DESCRIPTION OF THE TASK
Using the material below, return exactly the lines between the one holding "For a GIS import: Read the" and the one holding "Describe the map", inclusive, and no others.

▼▼▼

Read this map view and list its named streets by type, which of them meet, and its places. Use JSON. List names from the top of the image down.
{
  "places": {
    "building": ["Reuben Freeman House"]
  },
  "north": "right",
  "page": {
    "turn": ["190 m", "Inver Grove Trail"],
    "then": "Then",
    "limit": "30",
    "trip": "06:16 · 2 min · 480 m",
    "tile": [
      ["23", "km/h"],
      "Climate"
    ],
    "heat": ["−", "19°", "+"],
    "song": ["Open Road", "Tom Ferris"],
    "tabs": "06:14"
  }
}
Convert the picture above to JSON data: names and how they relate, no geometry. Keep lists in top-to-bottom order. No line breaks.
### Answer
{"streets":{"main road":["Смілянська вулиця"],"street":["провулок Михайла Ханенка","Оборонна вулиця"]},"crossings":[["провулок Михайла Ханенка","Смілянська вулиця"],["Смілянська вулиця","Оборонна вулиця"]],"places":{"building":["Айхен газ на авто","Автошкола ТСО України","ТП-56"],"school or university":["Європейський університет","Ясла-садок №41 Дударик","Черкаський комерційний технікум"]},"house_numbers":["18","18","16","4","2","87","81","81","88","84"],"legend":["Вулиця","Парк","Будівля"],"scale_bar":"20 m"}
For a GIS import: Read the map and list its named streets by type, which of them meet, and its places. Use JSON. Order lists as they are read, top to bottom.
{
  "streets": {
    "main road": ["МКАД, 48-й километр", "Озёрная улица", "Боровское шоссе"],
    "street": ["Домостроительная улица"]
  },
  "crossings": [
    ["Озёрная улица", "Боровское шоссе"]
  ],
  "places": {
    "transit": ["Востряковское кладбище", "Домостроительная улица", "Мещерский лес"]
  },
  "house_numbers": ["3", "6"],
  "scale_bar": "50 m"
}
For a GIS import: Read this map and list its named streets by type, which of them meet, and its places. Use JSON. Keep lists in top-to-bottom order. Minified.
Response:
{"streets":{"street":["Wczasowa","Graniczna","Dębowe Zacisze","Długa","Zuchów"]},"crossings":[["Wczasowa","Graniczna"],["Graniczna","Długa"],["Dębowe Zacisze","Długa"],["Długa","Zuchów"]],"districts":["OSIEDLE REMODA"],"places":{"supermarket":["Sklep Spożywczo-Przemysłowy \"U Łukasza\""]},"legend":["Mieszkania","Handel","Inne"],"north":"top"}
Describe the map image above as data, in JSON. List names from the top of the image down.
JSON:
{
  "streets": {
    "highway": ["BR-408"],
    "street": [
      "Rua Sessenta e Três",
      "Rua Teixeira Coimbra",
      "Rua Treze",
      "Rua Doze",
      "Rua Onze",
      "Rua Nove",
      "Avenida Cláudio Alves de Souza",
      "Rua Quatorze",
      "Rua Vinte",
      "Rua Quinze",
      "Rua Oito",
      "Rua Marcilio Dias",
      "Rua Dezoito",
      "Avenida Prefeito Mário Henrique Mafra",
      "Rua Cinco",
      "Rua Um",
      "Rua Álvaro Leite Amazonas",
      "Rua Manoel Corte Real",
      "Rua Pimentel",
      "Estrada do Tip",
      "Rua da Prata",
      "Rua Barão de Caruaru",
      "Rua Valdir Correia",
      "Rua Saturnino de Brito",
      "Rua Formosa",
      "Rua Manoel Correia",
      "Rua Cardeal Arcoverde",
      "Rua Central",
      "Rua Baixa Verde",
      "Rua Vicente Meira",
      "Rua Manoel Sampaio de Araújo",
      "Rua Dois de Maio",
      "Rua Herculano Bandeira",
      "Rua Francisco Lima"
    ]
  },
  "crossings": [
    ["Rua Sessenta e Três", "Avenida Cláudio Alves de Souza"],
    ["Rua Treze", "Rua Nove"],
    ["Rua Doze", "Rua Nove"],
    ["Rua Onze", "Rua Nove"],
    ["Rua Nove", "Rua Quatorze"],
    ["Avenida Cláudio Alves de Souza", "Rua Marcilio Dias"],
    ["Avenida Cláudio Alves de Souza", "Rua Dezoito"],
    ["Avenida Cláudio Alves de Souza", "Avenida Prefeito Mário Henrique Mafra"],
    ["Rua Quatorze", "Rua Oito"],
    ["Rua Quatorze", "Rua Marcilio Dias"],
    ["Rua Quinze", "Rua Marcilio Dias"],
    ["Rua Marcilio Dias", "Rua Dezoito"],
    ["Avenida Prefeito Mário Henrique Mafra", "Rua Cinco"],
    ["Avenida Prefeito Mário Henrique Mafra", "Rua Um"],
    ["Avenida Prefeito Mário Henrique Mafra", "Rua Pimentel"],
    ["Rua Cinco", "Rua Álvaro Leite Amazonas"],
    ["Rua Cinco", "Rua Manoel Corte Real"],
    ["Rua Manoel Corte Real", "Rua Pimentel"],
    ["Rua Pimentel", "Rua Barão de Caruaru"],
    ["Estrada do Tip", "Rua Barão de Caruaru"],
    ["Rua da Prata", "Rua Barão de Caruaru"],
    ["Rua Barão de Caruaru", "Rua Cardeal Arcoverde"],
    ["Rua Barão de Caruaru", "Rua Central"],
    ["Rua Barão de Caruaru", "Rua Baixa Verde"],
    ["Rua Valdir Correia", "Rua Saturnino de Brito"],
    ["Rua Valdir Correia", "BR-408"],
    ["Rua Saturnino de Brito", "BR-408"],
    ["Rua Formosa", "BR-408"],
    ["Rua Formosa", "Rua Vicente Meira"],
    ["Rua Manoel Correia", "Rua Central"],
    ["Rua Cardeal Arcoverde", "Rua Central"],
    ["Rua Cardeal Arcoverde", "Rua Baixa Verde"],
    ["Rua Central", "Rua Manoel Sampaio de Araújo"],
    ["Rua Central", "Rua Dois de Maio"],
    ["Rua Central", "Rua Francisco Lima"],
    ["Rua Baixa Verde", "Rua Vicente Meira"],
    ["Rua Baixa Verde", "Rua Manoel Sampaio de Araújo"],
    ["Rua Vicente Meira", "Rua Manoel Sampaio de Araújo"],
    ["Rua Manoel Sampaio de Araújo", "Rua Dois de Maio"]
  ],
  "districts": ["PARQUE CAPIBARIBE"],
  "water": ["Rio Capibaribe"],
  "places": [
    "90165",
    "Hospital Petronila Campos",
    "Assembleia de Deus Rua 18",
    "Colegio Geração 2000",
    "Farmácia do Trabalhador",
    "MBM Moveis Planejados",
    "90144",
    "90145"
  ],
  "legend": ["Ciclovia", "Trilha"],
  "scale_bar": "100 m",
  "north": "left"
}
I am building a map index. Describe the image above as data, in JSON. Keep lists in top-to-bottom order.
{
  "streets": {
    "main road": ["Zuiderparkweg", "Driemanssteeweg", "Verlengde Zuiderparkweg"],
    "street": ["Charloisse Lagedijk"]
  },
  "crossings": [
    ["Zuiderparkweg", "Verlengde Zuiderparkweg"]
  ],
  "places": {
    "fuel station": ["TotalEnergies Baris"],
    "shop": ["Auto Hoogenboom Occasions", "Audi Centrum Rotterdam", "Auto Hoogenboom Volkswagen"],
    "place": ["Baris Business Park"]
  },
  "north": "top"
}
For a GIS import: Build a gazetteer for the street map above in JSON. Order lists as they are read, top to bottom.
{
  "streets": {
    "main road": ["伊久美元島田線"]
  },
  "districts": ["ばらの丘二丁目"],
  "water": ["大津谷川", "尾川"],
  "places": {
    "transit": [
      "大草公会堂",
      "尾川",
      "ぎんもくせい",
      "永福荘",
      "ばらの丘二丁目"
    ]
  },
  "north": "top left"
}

▲▲▲

RESPONSE TO THE TASK
For a GIS import: Read the map and list its named streets by type, which of them meet, and its places. Use JSON. Order lists as they are read, top to bottom.
{
  "streets": {
    "main road": ["МКАД, 48-й километр", "Озёрная улица", "Боровское шоссе"],
    "street": ["Домостроительная улица"]
  },
  "crossings": [
    ["Озёрная улица", "Боровское шоссе"]
  ],
  "places": {
    "transit": ["Востряковское кладбище", "Домостроительная улица", "Мещерский лес"]
  },
  "house_numbers": ["3", "6"],
  "scale_bar": "50 m"
}
For a GIS import: Read this map and list its named streets by type, which of them meet, and its places. Use JSON. Keep lists in top-to-bottom order. Minified.
Response:
{"streets":{"street":["Wczasowa","Graniczna","Dębowe Zacisze","Długa","Zuchów"]},"crossings":[["Wczasowa","Graniczna"],["Graniczna","Długa"],["Dębowe Zacisze","Długa"],["Długa","Zuchów"]],"districts":["OSIEDLE REMODA"],"places":{"supermarket":["Sklep Spożywczo-Przemysłowy \"U Łukasza\""]},"legend":["Mieszkania","Handel","Inne"],"north":"top"}
Describe the map image above as data, in JSON. List names from the top of the image down.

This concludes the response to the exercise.